Read from main memory will take 100+ clocks
{writes} ... are around 1 clock
Ah! You're looking at thread-blocking stall time. I'm looking at overall system throughput.
What will actually happen when you write, is that a cache line will be allocated for the write (which needs bus arbitration on multi-CPU systems,) and the bytes will be put in the right part of the cache line (or, for unaligned writes, cache lines.) Then a read will be issued, to fill the rest of the cache line. Then, once the cache line gets evicted, the memory bus will be used again, for putting the data back out.
At a minimum, this will take twice as long as reads. If you have data structures (or a heap) that alias cache lines to different pointers that different CPUs want to update, they will end up ping-ponging the cache line, costing more than 10x the "base" cost.
Similarly, unaligned writes that span cache line boundaries may cause significant additional slowdowns, depending on the specific (micro-)architecture. (Some RISC architectures disallow unaligned access for this reason.)

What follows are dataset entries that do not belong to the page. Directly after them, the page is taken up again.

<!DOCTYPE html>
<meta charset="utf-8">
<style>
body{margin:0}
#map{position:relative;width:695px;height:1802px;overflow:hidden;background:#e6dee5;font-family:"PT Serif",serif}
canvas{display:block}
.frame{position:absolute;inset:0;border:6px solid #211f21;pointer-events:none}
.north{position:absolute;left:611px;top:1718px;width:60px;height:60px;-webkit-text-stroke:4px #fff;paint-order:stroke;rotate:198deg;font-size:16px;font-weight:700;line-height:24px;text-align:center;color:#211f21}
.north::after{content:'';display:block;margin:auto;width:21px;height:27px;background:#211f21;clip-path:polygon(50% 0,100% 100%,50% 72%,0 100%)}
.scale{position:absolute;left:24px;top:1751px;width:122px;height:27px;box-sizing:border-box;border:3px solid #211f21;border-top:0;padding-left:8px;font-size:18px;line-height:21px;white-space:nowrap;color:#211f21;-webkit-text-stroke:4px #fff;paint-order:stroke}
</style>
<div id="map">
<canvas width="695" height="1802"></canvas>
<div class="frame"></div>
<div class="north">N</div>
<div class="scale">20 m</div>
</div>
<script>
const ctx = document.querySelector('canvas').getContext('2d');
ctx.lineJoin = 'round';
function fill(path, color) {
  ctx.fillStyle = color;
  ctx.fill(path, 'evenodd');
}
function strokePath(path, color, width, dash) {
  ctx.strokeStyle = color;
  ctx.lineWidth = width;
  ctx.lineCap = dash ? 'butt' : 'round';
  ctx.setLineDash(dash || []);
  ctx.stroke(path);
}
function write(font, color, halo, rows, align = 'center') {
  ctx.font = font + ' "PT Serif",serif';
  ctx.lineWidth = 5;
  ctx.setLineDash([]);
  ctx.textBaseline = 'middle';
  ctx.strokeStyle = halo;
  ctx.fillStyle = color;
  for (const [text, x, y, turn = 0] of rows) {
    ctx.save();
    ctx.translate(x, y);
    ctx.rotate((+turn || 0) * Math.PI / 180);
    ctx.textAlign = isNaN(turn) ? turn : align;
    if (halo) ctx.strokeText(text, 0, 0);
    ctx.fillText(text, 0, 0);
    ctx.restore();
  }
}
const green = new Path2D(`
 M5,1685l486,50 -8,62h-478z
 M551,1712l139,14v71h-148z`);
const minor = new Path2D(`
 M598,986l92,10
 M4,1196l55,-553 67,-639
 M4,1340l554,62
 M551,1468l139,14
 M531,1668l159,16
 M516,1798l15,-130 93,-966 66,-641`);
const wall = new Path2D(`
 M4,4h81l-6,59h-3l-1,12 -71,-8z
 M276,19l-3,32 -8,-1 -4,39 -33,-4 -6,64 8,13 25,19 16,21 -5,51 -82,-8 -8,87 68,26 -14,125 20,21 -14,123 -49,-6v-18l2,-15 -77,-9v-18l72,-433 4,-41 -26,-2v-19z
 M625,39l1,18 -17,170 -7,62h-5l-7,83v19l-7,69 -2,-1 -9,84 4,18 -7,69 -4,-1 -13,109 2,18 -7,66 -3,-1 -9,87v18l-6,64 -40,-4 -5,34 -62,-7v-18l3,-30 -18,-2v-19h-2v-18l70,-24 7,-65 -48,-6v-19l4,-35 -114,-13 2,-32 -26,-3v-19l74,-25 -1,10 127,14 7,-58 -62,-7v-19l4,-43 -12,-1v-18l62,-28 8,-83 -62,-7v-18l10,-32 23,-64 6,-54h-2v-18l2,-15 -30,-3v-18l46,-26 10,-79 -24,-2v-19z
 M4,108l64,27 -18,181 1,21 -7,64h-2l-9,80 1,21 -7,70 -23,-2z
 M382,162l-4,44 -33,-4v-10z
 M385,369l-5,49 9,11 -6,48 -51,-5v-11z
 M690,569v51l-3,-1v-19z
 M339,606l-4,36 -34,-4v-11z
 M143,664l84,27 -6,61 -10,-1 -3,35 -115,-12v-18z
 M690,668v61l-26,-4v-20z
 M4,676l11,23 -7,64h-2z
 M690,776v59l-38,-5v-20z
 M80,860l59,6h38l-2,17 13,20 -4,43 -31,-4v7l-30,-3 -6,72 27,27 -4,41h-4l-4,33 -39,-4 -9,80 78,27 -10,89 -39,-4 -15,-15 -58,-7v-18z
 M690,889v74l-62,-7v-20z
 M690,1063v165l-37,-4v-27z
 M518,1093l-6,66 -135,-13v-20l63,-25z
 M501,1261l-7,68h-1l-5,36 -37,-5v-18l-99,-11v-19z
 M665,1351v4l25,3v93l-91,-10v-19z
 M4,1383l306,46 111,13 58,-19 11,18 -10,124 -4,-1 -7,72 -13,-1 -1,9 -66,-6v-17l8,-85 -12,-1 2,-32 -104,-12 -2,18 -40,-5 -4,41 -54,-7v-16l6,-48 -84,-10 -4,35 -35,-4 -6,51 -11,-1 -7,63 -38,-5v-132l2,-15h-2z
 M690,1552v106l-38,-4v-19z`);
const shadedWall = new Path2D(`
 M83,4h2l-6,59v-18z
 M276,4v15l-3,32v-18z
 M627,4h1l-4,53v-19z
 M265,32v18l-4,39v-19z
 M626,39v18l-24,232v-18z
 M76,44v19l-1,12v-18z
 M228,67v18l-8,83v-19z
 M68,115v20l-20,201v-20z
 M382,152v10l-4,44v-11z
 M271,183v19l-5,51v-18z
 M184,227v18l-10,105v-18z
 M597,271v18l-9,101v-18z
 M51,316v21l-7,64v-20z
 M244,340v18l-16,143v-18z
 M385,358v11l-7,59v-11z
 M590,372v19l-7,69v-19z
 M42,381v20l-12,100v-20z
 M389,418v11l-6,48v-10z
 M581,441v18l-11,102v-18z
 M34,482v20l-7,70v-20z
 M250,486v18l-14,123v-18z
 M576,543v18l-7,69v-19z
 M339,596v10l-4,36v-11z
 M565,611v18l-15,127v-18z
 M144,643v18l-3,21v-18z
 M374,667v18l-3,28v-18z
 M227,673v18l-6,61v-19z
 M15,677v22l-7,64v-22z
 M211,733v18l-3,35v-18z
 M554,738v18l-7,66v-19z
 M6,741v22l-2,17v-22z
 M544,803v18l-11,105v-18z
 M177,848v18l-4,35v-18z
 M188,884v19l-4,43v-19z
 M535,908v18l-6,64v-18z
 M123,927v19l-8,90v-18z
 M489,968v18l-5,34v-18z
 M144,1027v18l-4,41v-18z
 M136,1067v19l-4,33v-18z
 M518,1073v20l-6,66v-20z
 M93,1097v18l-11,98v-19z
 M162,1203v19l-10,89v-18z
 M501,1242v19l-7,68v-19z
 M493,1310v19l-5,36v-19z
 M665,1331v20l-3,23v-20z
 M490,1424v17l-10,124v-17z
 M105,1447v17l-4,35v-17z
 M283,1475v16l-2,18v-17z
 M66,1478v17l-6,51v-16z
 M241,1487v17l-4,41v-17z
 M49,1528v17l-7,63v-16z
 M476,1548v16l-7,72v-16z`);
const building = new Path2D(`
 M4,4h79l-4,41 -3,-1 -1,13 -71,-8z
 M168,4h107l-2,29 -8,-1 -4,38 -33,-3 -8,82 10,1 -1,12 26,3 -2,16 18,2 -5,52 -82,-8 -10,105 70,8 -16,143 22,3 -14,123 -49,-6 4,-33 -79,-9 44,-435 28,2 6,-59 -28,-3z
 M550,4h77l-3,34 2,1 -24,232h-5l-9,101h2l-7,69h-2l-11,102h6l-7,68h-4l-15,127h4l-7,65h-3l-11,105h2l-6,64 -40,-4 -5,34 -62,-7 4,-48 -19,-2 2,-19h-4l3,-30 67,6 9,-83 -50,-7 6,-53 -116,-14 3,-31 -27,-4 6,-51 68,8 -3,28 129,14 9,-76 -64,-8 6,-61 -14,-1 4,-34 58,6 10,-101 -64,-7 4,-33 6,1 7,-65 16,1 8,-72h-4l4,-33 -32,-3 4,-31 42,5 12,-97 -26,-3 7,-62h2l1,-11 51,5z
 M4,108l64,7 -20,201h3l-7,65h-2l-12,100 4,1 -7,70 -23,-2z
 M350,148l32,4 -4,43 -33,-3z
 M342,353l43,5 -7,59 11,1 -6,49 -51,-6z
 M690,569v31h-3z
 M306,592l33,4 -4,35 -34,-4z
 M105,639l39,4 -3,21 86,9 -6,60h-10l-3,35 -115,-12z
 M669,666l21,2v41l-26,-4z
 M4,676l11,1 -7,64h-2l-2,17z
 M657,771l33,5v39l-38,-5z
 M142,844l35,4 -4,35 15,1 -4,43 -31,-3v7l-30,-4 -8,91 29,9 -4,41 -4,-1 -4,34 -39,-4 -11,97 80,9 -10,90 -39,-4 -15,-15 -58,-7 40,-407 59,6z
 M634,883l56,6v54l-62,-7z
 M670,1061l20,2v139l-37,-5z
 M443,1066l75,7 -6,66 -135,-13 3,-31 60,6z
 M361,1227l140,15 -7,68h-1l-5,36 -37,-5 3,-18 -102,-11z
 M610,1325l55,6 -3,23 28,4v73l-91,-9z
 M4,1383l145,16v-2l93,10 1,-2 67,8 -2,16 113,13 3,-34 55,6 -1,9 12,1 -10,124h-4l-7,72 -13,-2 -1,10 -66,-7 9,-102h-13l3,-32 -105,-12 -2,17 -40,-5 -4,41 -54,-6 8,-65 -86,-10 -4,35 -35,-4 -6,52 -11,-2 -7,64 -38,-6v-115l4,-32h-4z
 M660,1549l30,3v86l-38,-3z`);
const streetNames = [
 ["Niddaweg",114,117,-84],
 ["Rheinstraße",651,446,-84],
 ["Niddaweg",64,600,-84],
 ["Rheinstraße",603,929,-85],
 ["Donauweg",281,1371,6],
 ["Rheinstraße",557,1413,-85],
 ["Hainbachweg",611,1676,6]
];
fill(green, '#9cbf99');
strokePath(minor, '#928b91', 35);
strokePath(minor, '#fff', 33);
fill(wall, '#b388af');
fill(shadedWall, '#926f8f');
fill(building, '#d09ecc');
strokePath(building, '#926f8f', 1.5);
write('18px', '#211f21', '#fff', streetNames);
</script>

Btw: When a CPU thread stalls, waiting for a read to complete, a hyper-threaded CPU will switch to its next thread. Hopefully, that thread was previously stalled waiting for a cache line that has now loaded, so it can still do useful work.
The recommendation is still: If you can do a compare and a branch to avoid a write, that will improve your overall throughput if you are memory bound (which almost all workloads are.)
I think we're somewhat below the useful level of abstraction for timers based on priority queues, though :-)
And, finally: If you "step" each entity in your world each game tick anyway, you might as well just have an array of current attached timers inline in each object, and compare the current game time to the time in those timers; they don't need a queue separate from the collection of all game entities.